■ TASK TO COMPLETE:
Please return the lines of the data below, word for word, from the first line through the line containing "Instruction: Build a".

■ Saved data entries:
----
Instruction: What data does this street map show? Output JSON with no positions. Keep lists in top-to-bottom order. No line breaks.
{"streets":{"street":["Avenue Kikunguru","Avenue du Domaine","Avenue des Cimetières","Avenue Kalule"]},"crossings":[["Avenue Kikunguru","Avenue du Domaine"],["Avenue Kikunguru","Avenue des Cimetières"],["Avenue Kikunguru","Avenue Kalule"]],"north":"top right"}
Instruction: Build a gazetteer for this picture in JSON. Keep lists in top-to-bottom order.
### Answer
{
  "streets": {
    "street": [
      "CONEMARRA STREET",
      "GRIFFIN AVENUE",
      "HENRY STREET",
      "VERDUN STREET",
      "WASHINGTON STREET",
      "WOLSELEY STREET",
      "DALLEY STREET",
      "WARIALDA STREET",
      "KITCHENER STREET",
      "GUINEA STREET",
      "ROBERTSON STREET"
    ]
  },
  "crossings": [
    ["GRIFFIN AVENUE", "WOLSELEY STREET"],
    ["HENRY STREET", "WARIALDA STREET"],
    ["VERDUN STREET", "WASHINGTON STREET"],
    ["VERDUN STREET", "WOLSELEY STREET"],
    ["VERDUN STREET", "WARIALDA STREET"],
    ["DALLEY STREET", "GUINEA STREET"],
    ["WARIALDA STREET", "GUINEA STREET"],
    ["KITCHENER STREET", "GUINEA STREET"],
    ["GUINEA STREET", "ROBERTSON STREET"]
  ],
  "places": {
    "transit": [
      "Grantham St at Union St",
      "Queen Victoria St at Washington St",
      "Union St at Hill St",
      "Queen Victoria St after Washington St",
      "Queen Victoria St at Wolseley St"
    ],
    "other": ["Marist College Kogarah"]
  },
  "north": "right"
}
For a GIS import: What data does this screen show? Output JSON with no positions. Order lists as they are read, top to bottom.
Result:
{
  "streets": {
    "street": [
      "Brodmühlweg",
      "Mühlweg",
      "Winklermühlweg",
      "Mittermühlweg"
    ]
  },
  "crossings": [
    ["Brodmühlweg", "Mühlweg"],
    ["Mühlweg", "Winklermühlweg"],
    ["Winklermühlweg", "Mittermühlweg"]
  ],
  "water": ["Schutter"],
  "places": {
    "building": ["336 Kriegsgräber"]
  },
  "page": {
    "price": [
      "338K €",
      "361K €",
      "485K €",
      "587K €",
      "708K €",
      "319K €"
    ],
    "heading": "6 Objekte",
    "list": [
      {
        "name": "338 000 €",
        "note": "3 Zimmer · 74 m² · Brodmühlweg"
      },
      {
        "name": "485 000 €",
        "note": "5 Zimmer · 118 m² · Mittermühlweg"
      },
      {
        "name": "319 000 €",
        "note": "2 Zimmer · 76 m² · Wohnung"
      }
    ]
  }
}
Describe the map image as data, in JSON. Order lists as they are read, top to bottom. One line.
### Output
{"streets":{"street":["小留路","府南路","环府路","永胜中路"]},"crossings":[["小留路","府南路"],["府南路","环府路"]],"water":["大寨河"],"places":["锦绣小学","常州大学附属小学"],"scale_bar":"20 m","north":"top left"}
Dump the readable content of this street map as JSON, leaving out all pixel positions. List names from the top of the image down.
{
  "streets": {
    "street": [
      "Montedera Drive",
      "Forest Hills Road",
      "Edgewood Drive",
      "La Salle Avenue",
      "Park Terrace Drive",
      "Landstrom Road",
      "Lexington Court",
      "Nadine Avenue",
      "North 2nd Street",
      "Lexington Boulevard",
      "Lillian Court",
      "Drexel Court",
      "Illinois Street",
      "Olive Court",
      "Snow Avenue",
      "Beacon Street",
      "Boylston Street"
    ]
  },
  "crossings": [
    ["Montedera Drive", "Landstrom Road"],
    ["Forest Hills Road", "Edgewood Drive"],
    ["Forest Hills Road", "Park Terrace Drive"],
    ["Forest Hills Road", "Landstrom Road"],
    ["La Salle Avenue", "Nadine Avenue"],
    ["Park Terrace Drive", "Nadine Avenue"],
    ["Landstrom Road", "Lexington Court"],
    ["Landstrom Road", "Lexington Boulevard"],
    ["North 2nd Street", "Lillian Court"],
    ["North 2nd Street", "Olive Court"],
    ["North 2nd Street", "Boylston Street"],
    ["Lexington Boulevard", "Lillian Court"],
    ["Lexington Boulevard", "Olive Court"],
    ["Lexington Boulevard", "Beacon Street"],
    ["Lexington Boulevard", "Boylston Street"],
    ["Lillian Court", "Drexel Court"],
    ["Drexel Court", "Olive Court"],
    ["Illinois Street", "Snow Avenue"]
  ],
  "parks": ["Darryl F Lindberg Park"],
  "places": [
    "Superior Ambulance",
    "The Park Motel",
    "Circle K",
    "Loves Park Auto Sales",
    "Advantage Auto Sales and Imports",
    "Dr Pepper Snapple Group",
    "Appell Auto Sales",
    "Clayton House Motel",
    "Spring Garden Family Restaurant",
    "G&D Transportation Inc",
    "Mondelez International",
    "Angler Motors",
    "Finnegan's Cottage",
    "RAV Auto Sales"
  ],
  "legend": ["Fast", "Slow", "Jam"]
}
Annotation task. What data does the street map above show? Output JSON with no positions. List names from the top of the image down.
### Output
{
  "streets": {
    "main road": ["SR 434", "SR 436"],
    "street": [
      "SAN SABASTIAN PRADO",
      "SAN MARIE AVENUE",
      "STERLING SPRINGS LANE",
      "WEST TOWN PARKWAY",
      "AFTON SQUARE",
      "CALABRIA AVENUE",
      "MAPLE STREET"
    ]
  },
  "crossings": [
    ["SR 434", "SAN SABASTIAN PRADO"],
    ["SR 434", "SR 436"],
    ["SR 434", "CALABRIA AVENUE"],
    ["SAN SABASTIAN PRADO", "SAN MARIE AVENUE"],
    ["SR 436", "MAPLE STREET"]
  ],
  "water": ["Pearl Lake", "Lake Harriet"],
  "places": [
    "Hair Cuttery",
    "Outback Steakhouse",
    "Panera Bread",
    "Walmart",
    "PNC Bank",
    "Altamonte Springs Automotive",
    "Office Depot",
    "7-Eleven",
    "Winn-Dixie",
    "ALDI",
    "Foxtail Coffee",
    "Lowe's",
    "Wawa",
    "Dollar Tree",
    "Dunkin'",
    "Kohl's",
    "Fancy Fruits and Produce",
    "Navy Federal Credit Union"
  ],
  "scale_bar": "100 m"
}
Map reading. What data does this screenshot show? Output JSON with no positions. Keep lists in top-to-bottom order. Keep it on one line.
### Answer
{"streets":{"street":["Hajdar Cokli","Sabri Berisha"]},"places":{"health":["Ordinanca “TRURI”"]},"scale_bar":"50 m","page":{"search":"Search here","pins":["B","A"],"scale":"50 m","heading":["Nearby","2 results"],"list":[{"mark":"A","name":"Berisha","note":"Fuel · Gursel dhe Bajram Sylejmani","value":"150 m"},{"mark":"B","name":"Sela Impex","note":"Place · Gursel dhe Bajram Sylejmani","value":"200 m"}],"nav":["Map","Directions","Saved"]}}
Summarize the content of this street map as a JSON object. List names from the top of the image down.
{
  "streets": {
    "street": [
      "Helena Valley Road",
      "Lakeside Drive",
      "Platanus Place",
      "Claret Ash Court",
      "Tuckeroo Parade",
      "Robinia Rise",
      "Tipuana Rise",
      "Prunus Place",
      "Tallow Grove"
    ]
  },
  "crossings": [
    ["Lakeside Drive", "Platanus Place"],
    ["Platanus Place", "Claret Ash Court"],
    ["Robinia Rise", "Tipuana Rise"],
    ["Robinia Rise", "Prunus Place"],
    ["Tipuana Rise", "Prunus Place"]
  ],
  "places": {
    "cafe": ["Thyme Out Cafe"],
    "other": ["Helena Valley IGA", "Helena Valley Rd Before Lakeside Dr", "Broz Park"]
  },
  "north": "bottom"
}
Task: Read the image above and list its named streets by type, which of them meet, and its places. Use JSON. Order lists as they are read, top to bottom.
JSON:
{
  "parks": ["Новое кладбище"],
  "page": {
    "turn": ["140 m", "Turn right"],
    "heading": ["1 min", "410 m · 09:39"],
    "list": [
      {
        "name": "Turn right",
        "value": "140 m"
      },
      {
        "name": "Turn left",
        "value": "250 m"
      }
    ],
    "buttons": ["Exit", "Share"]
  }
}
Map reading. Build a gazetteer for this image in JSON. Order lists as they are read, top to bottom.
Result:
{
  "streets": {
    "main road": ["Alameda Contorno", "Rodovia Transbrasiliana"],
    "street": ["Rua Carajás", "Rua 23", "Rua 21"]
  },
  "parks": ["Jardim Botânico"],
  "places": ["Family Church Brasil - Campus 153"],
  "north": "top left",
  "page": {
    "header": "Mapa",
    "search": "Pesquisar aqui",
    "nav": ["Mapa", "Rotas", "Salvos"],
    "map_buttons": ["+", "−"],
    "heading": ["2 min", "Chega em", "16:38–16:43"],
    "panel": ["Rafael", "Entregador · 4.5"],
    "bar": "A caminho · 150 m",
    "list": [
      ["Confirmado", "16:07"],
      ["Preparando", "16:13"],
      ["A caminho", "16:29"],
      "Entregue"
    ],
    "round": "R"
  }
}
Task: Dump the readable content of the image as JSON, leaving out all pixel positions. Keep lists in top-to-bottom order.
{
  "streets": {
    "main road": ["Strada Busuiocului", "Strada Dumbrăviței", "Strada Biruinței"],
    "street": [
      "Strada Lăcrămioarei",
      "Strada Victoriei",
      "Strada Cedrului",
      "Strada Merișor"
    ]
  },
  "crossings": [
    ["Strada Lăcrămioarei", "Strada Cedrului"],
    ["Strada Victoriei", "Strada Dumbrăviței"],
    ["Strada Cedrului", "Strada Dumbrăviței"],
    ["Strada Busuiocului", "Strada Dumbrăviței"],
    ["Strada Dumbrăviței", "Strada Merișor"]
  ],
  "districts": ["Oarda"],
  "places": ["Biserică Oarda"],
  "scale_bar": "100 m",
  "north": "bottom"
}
----
■ RESPONSE TO THIS TASK:
Instruction: What data does this street map show? Output JSON with no positions. Keep lists in top-to-bottom order. No line breaks.
{"streets":{"street":["Avenue Kikunguru","Avenue du Domaine","Avenue des Cimetières","Avenue Kalule"]},"crossings":[["Avenue Kikunguru","Avenue du Domaine"],["Avenue Kikunguru","Avenue des Cimetières"],["Avenue Kikunguru","Avenue Kalule"]],"north":"top right"}
Instruction: Build a gazetteer for this picture in JSON. Keep lists in top-to-bottom order.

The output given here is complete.